# [Required work]
Within the listing below, please show every line carrying the string "they".

# [Source material]
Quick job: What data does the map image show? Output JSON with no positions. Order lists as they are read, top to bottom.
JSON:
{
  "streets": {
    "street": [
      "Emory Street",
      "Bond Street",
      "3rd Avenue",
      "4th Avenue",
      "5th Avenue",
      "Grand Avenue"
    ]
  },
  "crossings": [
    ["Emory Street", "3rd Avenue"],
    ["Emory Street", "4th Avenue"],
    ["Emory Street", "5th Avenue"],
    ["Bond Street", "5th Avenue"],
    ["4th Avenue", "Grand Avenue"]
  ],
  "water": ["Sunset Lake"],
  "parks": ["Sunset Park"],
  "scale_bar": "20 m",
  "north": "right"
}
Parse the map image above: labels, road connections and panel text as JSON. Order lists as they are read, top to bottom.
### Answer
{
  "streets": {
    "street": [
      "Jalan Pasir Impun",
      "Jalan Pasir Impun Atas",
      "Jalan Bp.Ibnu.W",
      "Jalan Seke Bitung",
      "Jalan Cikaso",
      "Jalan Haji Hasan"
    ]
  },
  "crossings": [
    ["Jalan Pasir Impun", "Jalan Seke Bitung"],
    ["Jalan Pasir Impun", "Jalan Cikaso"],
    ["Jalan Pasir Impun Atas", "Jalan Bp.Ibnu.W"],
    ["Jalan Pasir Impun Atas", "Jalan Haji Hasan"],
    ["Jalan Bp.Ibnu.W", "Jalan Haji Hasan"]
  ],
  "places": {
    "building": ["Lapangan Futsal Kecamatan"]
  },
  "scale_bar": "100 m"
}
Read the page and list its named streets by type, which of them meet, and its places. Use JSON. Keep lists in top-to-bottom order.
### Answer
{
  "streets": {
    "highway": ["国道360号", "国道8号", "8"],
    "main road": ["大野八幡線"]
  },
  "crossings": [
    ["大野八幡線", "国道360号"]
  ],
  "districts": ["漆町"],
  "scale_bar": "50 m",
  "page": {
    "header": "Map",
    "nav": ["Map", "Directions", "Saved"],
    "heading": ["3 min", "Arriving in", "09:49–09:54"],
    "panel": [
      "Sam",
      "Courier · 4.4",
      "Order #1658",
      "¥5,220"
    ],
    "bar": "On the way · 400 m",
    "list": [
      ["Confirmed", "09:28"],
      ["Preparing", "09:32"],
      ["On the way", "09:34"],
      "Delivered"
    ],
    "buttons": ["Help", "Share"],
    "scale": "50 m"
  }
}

# [Written response]
Quick job: What data does the map image show? Output JSON with no positions. Order lists as they are read, top to bottom.
Parse the map image above: labels, road connections and panel text as JSON. Order lists as they are read, top to bottom.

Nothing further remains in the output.